Hypothesis testing · Comparing several means
One-Way ANOVA Calculator
Compare the means of three or more groups at once. You get the F statistic, df, p-value and the η² effect size, the full ANOVA table, and a reminder of what a significant F does — and doesn't — tell you about which groups differ.
Add or remove lines to change the number of groups.
Result
In plain English
ANOVA is a t-test stretched to three or more groups at once. It checks whether at least one group's average stands apart from the rest, while keeping false alarms under control (running lots of separate t-tests would not).
- F statistic
- The spread between the group averages divided by the noise within the groups. A big F means the groups differ by more than random scatter would explain.
- p-value
- How often you'd see group gaps this large if every group truly had the same average.
- η² (eta-squared)
- The share of the total variation that's explained by which group something is in — an effect size.
- post-hoc test
- ANOVA only says some group differs. A follow-up test (e.g. Tukey HSD) tells you which pairs differ, without cheating by peeking first.
Frequently asked
What does ANOVA tell me that several t-tests don't?

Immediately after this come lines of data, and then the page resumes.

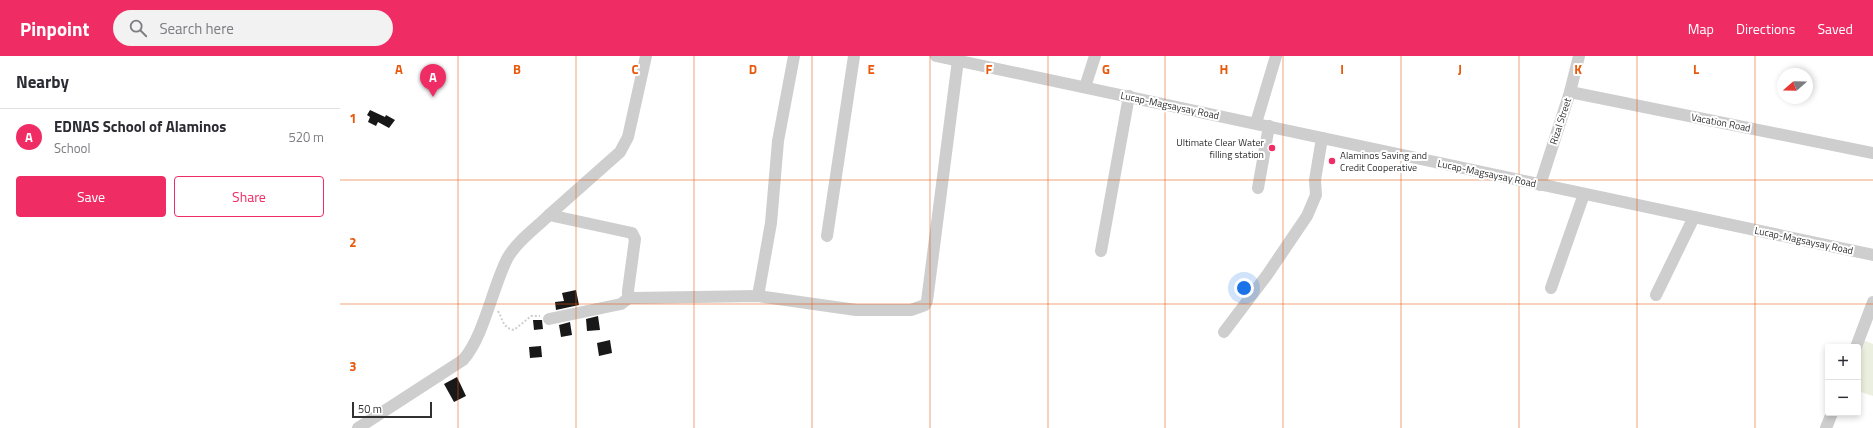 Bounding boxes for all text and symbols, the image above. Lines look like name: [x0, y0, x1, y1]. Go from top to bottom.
search box: [113, 10, 393, 46]
text: Pinpoint: [20, 14, 89, 43]
icon: search: [127, 17, 149, 39]
text: Search here: [159, 17, 234, 40]
text: Map: [1688, 18, 1714, 39]
text: Directions: [1736, 18, 1795, 39]
text: Saved: [1817, 18, 1853, 39]
text: A: [395, 59, 403, 79]
text: B: [513, 59, 521, 79]
text: C: [631, 59, 639, 79]
text: D: [749, 59, 757, 79]
text: E: [867, 59, 875, 79]
text: F: [986, 59, 993, 79]
text: G: [1102, 59, 1110, 79]
text: H: [1220, 59, 1228, 79]
text: I: [1340, 59, 1344, 79]
text: J: [1458, 59, 1462, 79]
text: K: [1574, 59, 1582, 79]
text: L: [1693, 59, 1699, 79]
pin: A: [420, 64, 446, 97]
north arrow: [1777, 68, 1813, 104]
text: Nearby: [16, 69, 69, 95]
street label: Lucap-Magsaysay Road: [1119, 88, 1221, 123]
street label: Rizal Street: [1546, 95, 1575, 146]
text: 1: [349, 108, 357, 128]
street label: Vacation Road: [1690, 109, 1752, 136]
text: EDNAS School of Alaminos: [54, 115, 226, 138]
text: A: [25, 127, 33, 147]
text: 520 m: [288, 127, 324, 147]
place label: Ultimate Clear Water filling station: [1176, 135, 1265, 162]
text: School: [54, 138, 90, 158]
marker: Ultimate Clear Water filling station: [1267, 143, 1277, 153]
place label: Alaminos Saving and Credit Cooperative: [1340, 148, 1427, 175]
marker: Alaminos Saving and Credit Cooperative: [1327, 156, 1337, 166]
street label: Lucap-Magsaysay Road: [1436, 156, 1538, 191]
button: Save: [16, 176, 166, 217]
button: Share: [174, 176, 324, 217]
street label: Lucap-Magsaysay Road: [1753, 223, 1855, 258]
text: 2: [349, 232, 357, 252]
your location: [1234, 278, 1254, 298]
map controls: [1825, 344, 1861, 416]
button: +: [1825, 344, 1861, 380]
text: 3: [349, 356, 357, 376]
button: −: [1825, 380, 1861, 416]
scale bar: [352, 400, 432, 419]
text: 50 m: [358, 401, 382, 417]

One-way ANOVA tests whether any of several group means differ, in a single test, without inflating the false-positive rate the way many pairwise t-tests would. A significant F means “at least one group differs” — not which one.
What's the difference between eta-squared and omega-squared?
Both measure how much of the variation the groups explain. Eta-squared (η²) is simple but biased upward in small samples; omega-squared (ω²) corrects that bias and is the more honest effect size to report.
ANOVA was significant — which groups differ?
ANOVA alone can't say. You need a post-hoc comparison (such as Tukey's HSD) that controls for multiple testing. A significant F only licenses you to look further.
What are the assumptions of ANOVA?
Independent observations, roughly normal residuals within each group, and similar variances across groups (homogeneity of variance). One-way ANOVA is fairly robust to mild departures when the groups are equal in size, but unequal variances combined with unequal group sizes can distort the F-test. When variances clearly differ, Welch’s ANOVA is safer; when the data are markedly skewed, ordinal or outlier-ridden, a Kruskal–Wallis test is the better choice.